Flexible Sigmoidoscopy is the visual examination of the 1-2 feet of large intestine (colon) using a lighted, flexible fiberoptic or video endoscope. The colon begins in the right-lower abdomen and looks like a big question mark as it moves up and around the abdomen, ending in the rectum. It is 5 to 6 feet long. The colon has a number of functions including withdrawing water from the liquid stool that enters it so that a formed stool is produced.
The flexible colonoscope is a remarkable piece of equipment that can be directed and moved around the many bends in the colon. The video endoscopes use a tiny, optically sensitive computer chip at the end. Electronic signals are then transmitted up the scope to a computer which displays the image on a large video screen. An open channel in these scopes allows other instruments to be passed through in order to perform biopsies, remove polyps or inject solutions.
Reasons for the exam
There are many types of problems that can occur in the colon. The medical history, physical exam, laboratory tests and x-rays can provide information useful in making a diagnosis. Directly viewing the inside of the colon by colonoscopy is usually the best exam.

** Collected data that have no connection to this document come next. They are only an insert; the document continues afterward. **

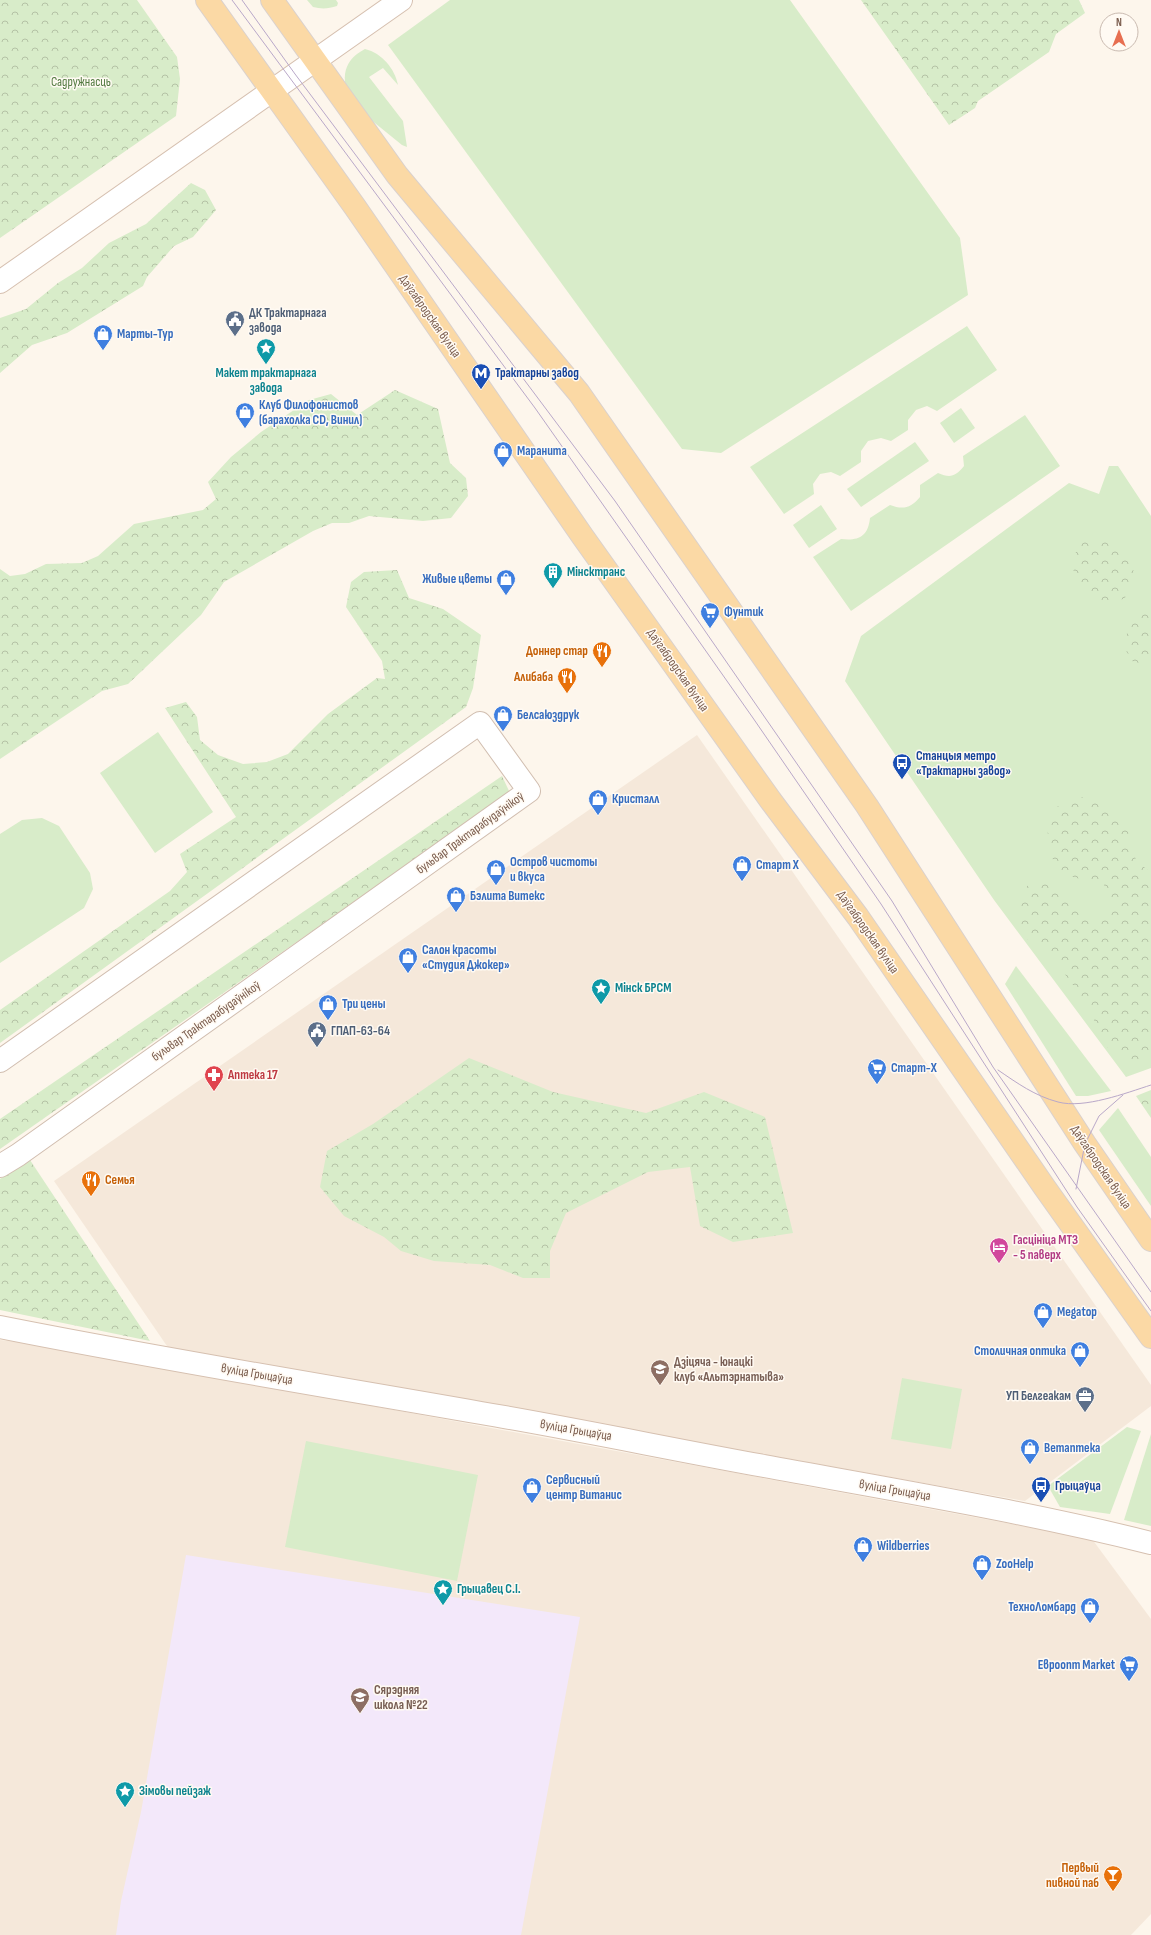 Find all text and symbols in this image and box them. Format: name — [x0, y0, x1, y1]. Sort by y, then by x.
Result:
north arrow — [1099, 12, 1139, 52]
text: N — [1116, 16, 1122, 29]
park label: Садружнасць — [51, 74, 111, 90]
street label: Даўгабродская вуліца — [395, 271, 465, 361]
place label: ДК Трактарнага завода — [249, 305, 326, 336]
public building icon: ДК Трактарнага завода — [224, 309, 246, 337]
shop icon: Марты-Тур — [92, 323, 114, 351]
place label: Марты-Тур — [117, 326, 174, 342]
place icon: Макет трактарнага завода — [255, 337, 277, 365]
metro station icon: Трактарны завод — [470, 362, 492, 390]
place label: Макет трактарнага завода — [215, 365, 317, 396]
place label: Трактарны завод — [495, 365, 579, 381]
place label: Клуб Филофонистов (барахолка CD, Винил) — [259, 397, 362, 428]
shop icon: Клуб Филофонистов (барахолка CD, Винил) — [234, 401, 256, 429]
shop icon: Маранита — [492, 440, 514, 468]
place label: Маранита — [517, 443, 567, 459]
building icon: Мінсктранс — [542, 561, 564, 589]
place label: Мінсктранс — [567, 564, 626, 580]
shop icon: Живые цветы — [495, 568, 517, 596]
place label: Живые цветы — [422, 571, 492, 587]
supermarket icon: Фунтик — [699, 601, 721, 629]
place label: Фунтик — [724, 604, 764, 620]
street label: Даўгабродская вуліца — [643, 625, 713, 715]
restaurant icon: Доннер стар — [591, 640, 613, 668]
place label: Доннер стар — [526, 643, 588, 659]
restaurant icon: Алибаба — [556, 666, 578, 694]
place label: Алибаба — [513, 669, 553, 685]
shop icon: Белсаюздрук — [492, 704, 514, 732]
place label: Белсаюздрук — [517, 707, 580, 723]
place label: Станцыя метро «Трактарны завод» — [916, 748, 1011, 779]
bus stop icon: Станцыя метро «Трактарны завод» — [891, 752, 913, 780]
street label: бульвар Трактарабудаўнікоў — [413, 788, 527, 878]
shop icon: Кристалл — [587, 788, 609, 816]
place label: Кристалл — [612, 791, 660, 807]
place label: Остров чистоты и вкуса — [510, 854, 597, 885]
shop icon: Старт Х — [731, 854, 753, 882]
place label: Старт Х — [756, 857, 800, 873]
shop icon: Остров чистоты и вкуса — [485, 858, 507, 886]
shop icon: Бэлита Витекс — [445, 885, 467, 913]
street label: Даўгабродская вуліца — [833, 887, 903, 977]
place label: Бэлита Витекс — [470, 888, 546, 904]
place label: Салон красоты «Студия Джокер» — [422, 942, 510, 973]
shop icon: Салон красоты «Студия Джокер» — [397, 946, 419, 974]
street label: бульвар Трактарабудаўнікоў — [148, 977, 264, 1065]
place icon: Мінск БРСМ — [590, 977, 612, 1005]
place label: Мінск БРСМ — [615, 980, 671, 996]
shop icon: Три цены — [317, 993, 339, 1021]
place label: Три цены — [342, 996, 385, 1012]
public building icon: ГПАП-63-64 — [306, 1020, 328, 1048]
place label: ГПАП-63-64 — [331, 1023, 390, 1039]
supermarket icon: Старт-X — [866, 1057, 888, 1085]
place label: Старт-X — [891, 1060, 938, 1076]
pharmacy icon: Аптека 17 — [203, 1064, 225, 1092]
place label: Аптека 17 — [227, 1067, 278, 1083]
street label: Даўгабродская вуліца — [1067, 1122, 1135, 1212]
restaurant icon: Семья — [80, 1169, 102, 1197]
place label: Семья — [105, 1172, 135, 1188]
place label: Гасцініца МТЗ - 5 паверх — [1013, 1232, 1078, 1263]
hotel icon: Гасцініца МТЗ - 5 паверх — [988, 1236, 1010, 1264]
shop icon: Megatop — [1032, 1301, 1054, 1329]
place label: Megatop — [1057, 1304, 1097, 1320]
shop icon: Столичная оптика — [1069, 1340, 1091, 1368]
place label: Столичная оптика — [974, 1343, 1066, 1359]
place label: Дзіцяча - юнацкі клуб «Альтэрнатыва» — [674, 1354, 784, 1385]
school or university icon: Дзіцяча - юнацкі клуб «Альтэрнатыва» — [649, 1358, 671, 1386]
street label: вуліца Грыцаўца — [220, 1360, 294, 1388]
office icon: УП Белгеакам — [1074, 1385, 1096, 1413]
place label: УП Белгеакам — [1006, 1388, 1071, 1404]
street label: вуліца Грыцаўца — [539, 1416, 613, 1444]
shop icon: Ветаптека — [1019, 1437, 1041, 1465]
place label: Ветаптека — [1044, 1440, 1100, 1456]
place label: Сервисный центр Витанис — [546, 1472, 623, 1503]
bus stop icon: Грыцаўца — [1030, 1475, 1052, 1503]
shop icon: Сервисный центр Витанис — [521, 1476, 543, 1504]
street label: вуліца Грыцаўца — [858, 1476, 932, 1504]
place label: Грыцаўца — [1055, 1478, 1101, 1494]
shop icon: Wildberries — [852, 1535, 874, 1563]
place label: Wildberries — [877, 1538, 929, 1554]
shop icon: ZooHelp — [971, 1553, 993, 1581]
place label: ZooHelp — [996, 1556, 1034, 1572]
place icon: Грыцавец С.І. — [432, 1578, 454, 1606]
place label: Грыцавец С.І. — [457, 1581, 521, 1597]
shop icon: ТехноЛомбард — [1079, 1596, 1101, 1624]
place label: ТехноЛомбард — [1008, 1599, 1076, 1615]
supermarket icon: Евроопт Market — [1118, 1654, 1140, 1682]
place label: Евроопт Market — [1038, 1657, 1116, 1673]
place label: Сярэдняя школа №22 — [374, 1682, 428, 1713]
school or university icon: Сярэдняя школа №22 — [349, 1686, 371, 1714]
place icon: Зімовы пейзаж — [114, 1780, 136, 1808]
place label: Зімовы пейзаж — [139, 1783, 211, 1799]
place label: Первый пивной паб — [1046, 1860, 1099, 1891]
bar icon: Первый пивной паб — [1102, 1864, 1124, 1892] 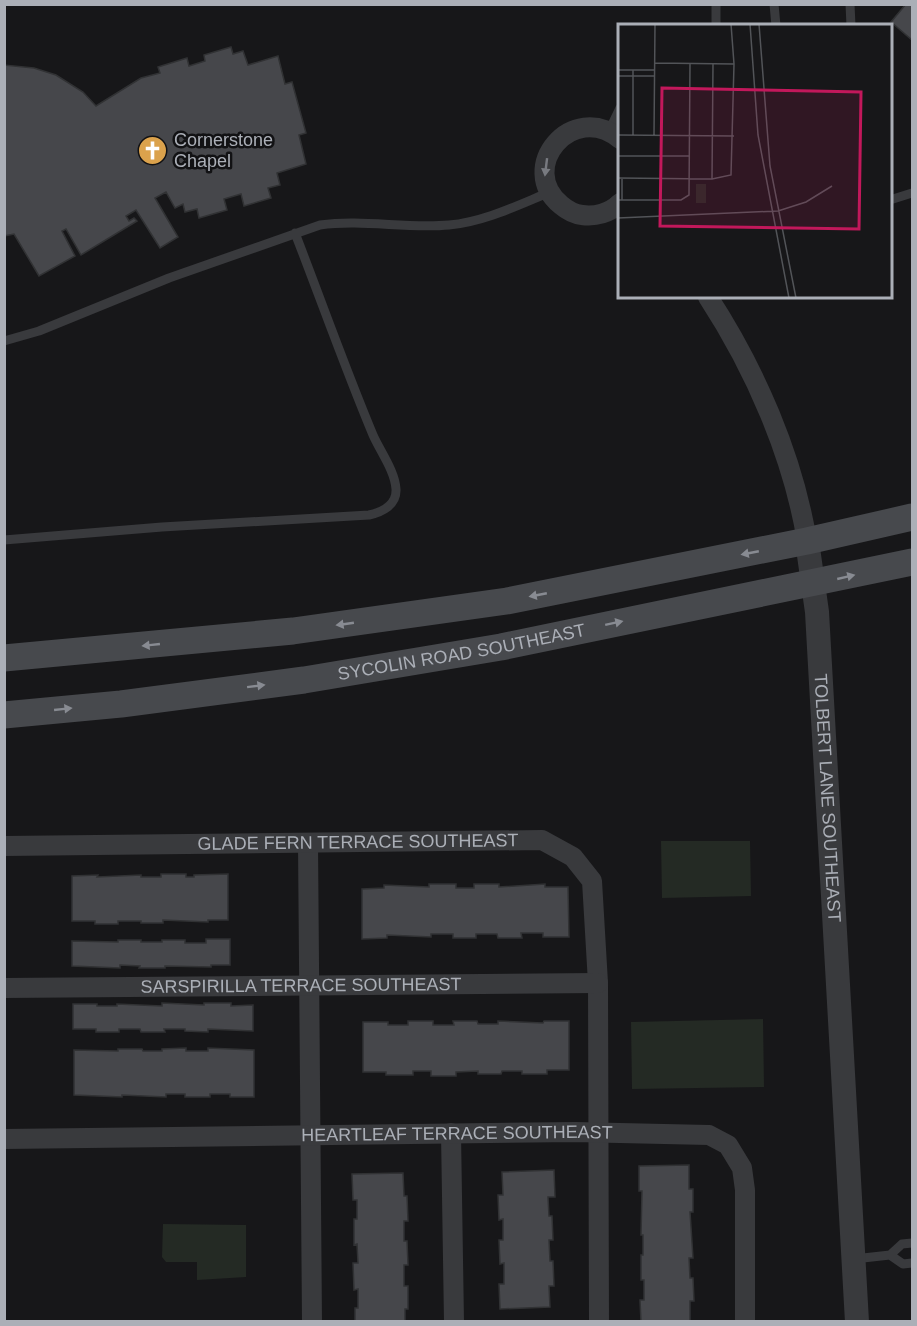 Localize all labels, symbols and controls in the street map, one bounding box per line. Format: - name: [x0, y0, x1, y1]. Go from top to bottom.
- inset map: [618, 24, 893, 298]
- place label: Cornerstone Chapel: [174, 130, 273, 171]
- church icon: Cornerstone Chapel: [137, 134, 169, 166]
- one-way arrow: [542, 158, 551, 177]
- one-way arrow: [740, 549, 759, 558]
- one-way arrow: [837, 571, 855, 581]
- one-way arrow: [528, 591, 547, 600]
- one-way arrow: [604, 618, 623, 627]
- one-way arrow: [335, 619, 354, 628]
- street label: SYCOLIN ROAD SOUTHEAST: [336, 620, 587, 684]
- one-way arrow: [142, 640, 161, 650]
- street label: TOLBERT LANE SOUTHEAST: [810, 673, 844, 923]
- one-way arrow: [247, 682, 266, 691]
- one-way arrow: [53, 704, 72, 714]
- street label: GLADE FERN TERRACE SOUTHEAST: [197, 830, 519, 854]
- street label: SARSPIRILLA TERRACE SOUTHEAST: [140, 974, 462, 997]
- street label: HEARTLEAF TERRACE SOUTHEAST: [301, 1122, 613, 1145]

Flexible Sigmoidoscopy may be used for evaluation of:
- Rectal pain or bleeding
- Evaluation of Colitis (ulcerative or Crohn’s) — chronic, recurrent inflammation of the colon
- Diverticulosis and diverticulitis — pockets along the intestinal wall that develop over time and can become infected
- Chronic diarrhea, constipation, or a change in bowel habits
To obtain the full benefits of the exam, the colon must be clean and free of stool. The patient receives instructions on how to do this. It involves drinking a solution, using laxatives or using enemas to clean the left side of the colon. The physician advises the patient regarding the use of regular medications during that time.
Flexible sigmoidoscopy is usually performed on an outpatient basis. The patient may or may not be sedated for this procedure. The endoscope is inserted through the anus and moved gently around the bends of the colon. If a polyp is encountered, a thin wire snare is used to lasso it. Electrocautery (electrical heat) is applied to painlessly remove it. Other tests can be performed during this procedure, including biopsy to obtain a small tissue specimen for microscopic analysis.
The procedure takes 5 to 10 minutes and is seldom remembered by the sedated patient. A recovery area is available to monitor vital signs until the patient is fully awake. It is normal to experience mild cramping or abdominal pressure following the exam. This usually subsides in an hour or so.
After the exam, the physician explains the findings to the patient and family. If a biopsy has been performed or a polyp removed, the results of these are not available for three to seven days.
A flexible sigmoidoscopy can directly inspect the rectum, and left side of the colon. This procedure however, is not adequate to evaluate rectal bleeding, especially, if a full colon exam has not been performed in the previously. Like a colonoscopy, biopsies can be performed, and polyps can be removed at the time of the procedure. If a bleeding site is identified, treatment can be administered to stop the bleeding. Other treatments can be given through the endoscope when necessary.
Side Effects and Risks
Bloating and distension typically occur for about an hour after the exam until the air is expelled. Serious risks with colonoscopy, however, are very uncommon. One such risk is excessive bleeding, especially with the removal of a large polyp. In rare instances, a tear in the lining of the colon can occur. These complications may require hospitalization and, rarely, surgery. Quite uncommonly a diagnostic error or oversight may occur.
Due to the sedation, the patient should not drive or operate machinery following the exam. For this reason, someone should be available to drive the patient home.
Flexible sigmoidoscopy is an outpatient exam, and may be performed without sedation. While this procedure does not examine the entire colon, it can provide information regarding the rectum, and left side of the colon. Serious complications rarely occur from sigmoidoscopy.